▶ [WHAT THIS TASK INVOLVES] Write every entry out again with no changes, and leave the images behind.

▶ [MATERIAL PROVIDED]

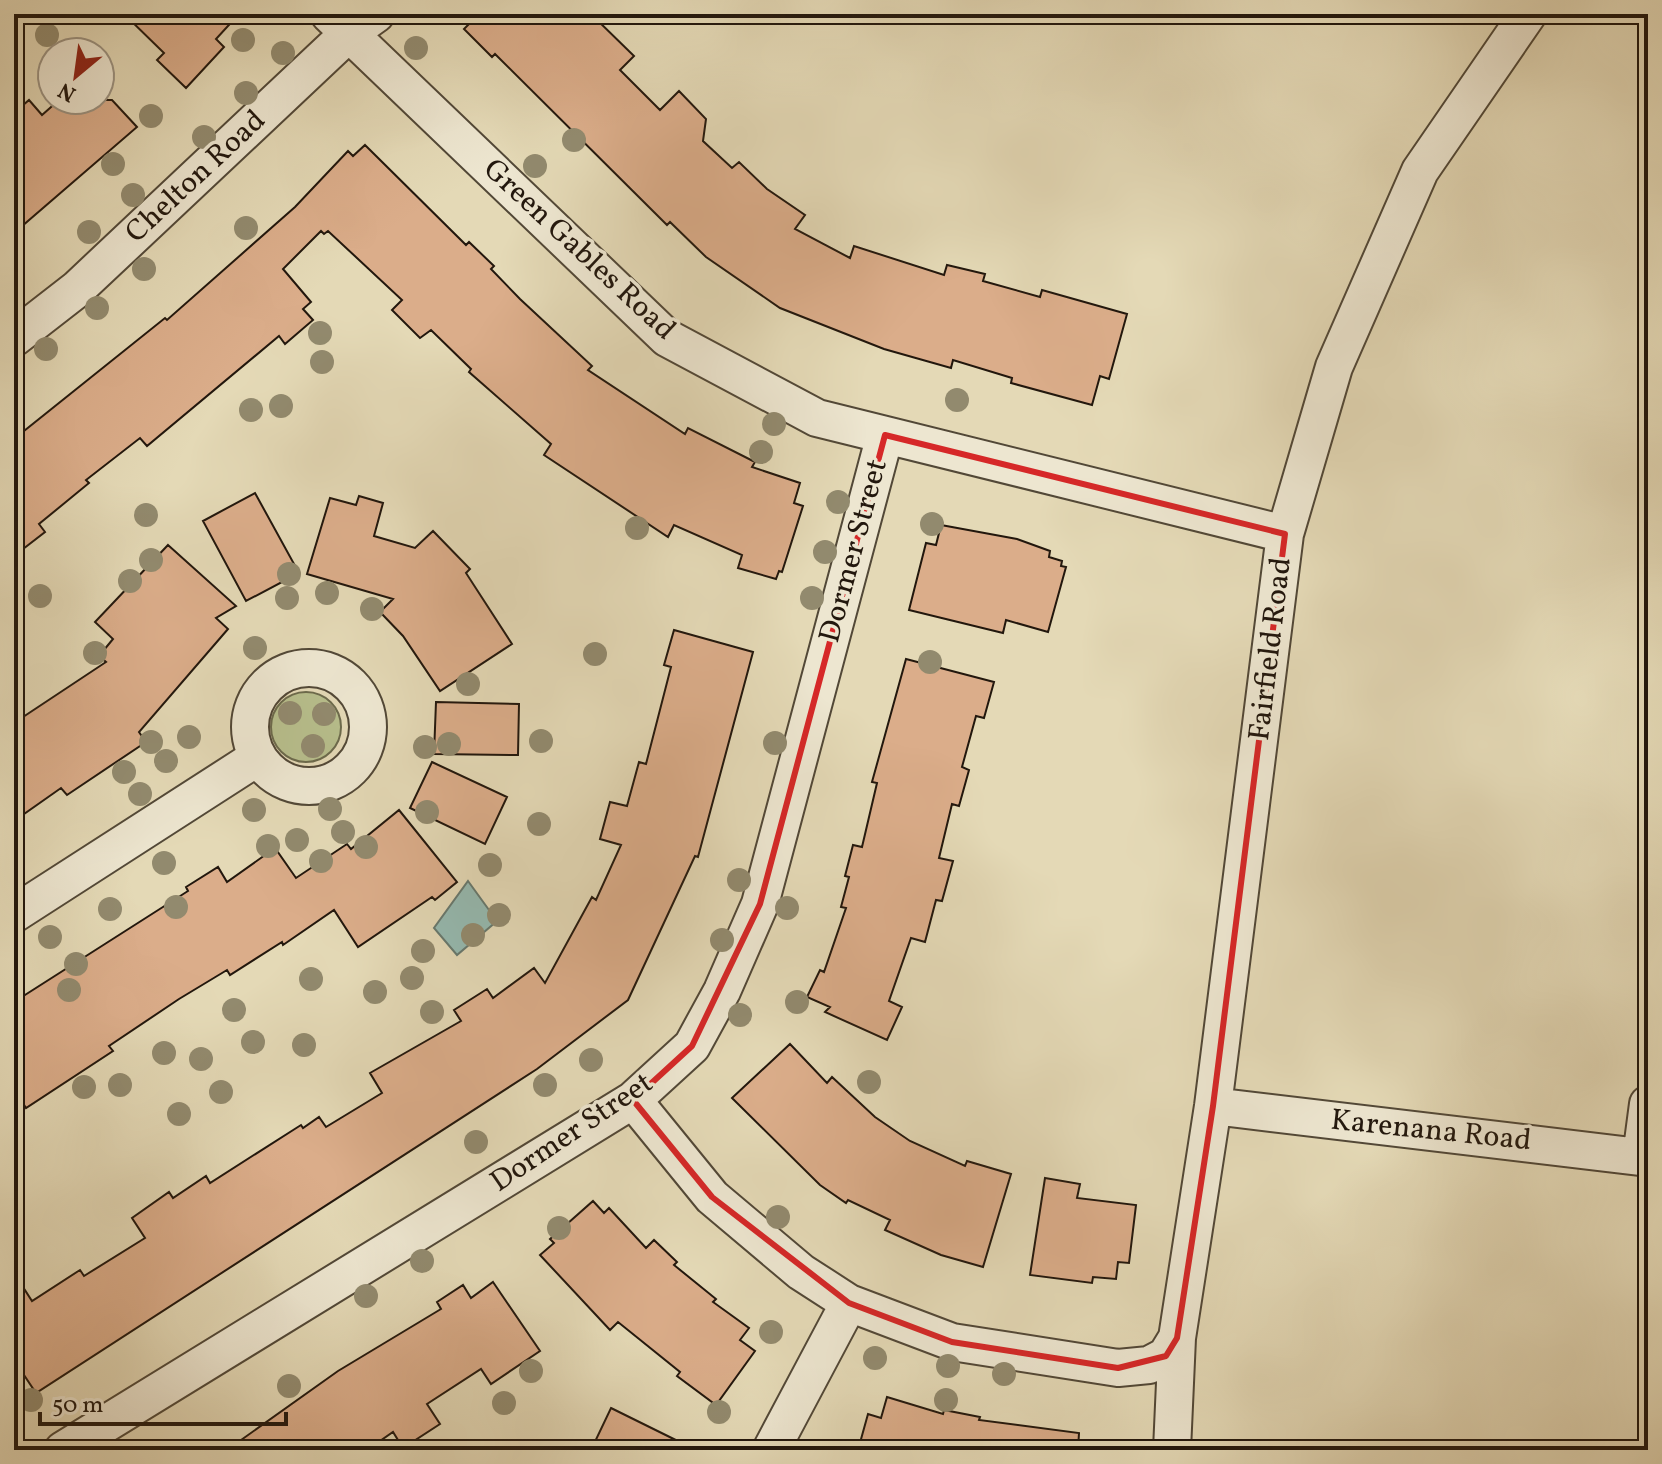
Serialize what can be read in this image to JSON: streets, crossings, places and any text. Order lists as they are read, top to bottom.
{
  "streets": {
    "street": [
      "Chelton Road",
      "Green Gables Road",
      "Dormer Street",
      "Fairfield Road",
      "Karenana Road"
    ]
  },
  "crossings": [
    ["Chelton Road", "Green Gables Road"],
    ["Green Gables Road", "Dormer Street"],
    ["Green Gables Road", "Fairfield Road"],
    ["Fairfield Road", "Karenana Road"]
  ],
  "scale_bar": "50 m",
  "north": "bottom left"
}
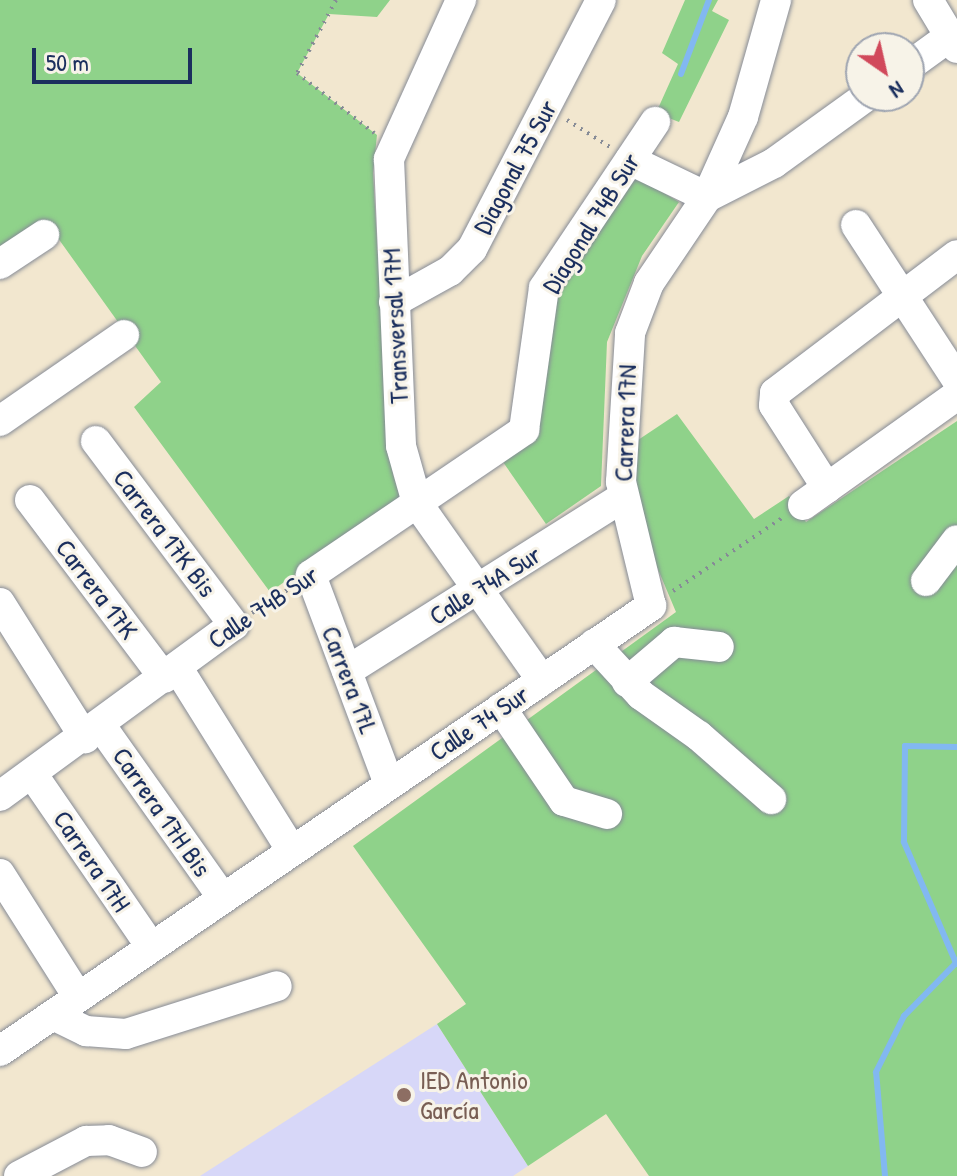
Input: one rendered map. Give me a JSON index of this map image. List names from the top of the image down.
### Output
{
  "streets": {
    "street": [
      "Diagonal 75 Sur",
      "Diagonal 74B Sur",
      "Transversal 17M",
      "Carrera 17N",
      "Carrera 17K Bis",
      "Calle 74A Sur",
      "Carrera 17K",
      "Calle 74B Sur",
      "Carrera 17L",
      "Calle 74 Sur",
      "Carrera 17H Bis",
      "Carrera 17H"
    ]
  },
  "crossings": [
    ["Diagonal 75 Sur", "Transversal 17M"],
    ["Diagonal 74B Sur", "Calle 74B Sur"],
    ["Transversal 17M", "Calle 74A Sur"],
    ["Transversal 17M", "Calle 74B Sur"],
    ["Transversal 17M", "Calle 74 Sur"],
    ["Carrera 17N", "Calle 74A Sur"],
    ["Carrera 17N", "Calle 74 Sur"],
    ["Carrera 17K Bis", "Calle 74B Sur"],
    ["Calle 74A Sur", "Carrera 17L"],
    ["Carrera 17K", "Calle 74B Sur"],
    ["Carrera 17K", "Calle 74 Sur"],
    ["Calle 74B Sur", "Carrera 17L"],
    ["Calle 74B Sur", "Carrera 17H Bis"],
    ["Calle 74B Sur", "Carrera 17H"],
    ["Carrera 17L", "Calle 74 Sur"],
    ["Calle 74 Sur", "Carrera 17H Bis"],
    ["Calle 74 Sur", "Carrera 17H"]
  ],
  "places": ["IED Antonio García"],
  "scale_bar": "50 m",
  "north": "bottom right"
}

▶ [SOLUTION]
Serialize what can be read in this image to JSON: streets, crossings, places and any text. Order lists as they are read, top to bottom.
{
  "streets": {
    "street": [
      "Chelton Road",
      "Green Gables Road",
      "Dormer Street",
      "Fairfield Road",
      "Karenana Road"
    ]
  },
  "crossings": [
    ["Chelton Road", "Green Gables Road"],
    ["Green Gables Road", "Dormer Street"],
    ["Green Gables Road", "Fairfield Road"],
    ["Fairfield Road", "Karenana Road"]
  ],
  "scale_bar": "50 m",
  "north": "bottom left"
}
Input: one rendered map. Give me a JSON index of this map image. List names from the top of the image down.
### Output
{
  "streets": {
    "street": [
      "Diagonal 75 Sur",
      "Diagonal 74B Sur",
      "Transversal 17M",
      "Carrera 17N",
      "Carrera 17K Bis",
      "Calle 74A Sur",
      "Carrera 17K",
      "Calle 74B Sur",
      "Carrera 17L",
      "Calle 74 Sur",
      "Carrera 17H Bis",
      "Carrera 17H"
    ]
  },
  "crossings": [
    ["Diagonal 75 Sur", "Transversal 17M"],
    ["Diagonal 74B Sur", "Calle 74B Sur"],
    ["Transversal 17M", "Calle 74A Sur"],
    ["Transversal 17M", "Calle 74B Sur"],
    ["Transversal 17M", "Calle 74 Sur"],
    ["Carrera 17N", "Calle 74A Sur"],
    ["Carrera 17N", "Calle 74 Sur"],
    ["Carrera 17K Bis", "Calle 74B Sur"],
    ["Calle 74A Sur", "Carrera 17L"],
    ["Carrera 17K", "Calle 74B Sur"],
    ["Carrera 17K", "Calle 74 Sur"],
    ["Calle 74B Sur", "Carrera 17L"],
    ["Calle 74B Sur", "Carrera 17H Bis"],
    ["Calle 74B Sur", "Carrera 17H"],
    ["Carrera 17L", "Calle 74 Sur"],
    ["Calle 74 Sur", "Carrera 17H Bis"],
    ["Calle 74 Sur", "Carrera 17H"]
  ],
  "places": ["IED Antonio García"],
  "scale_bar": "50 m",
  "north": "bottom right"
}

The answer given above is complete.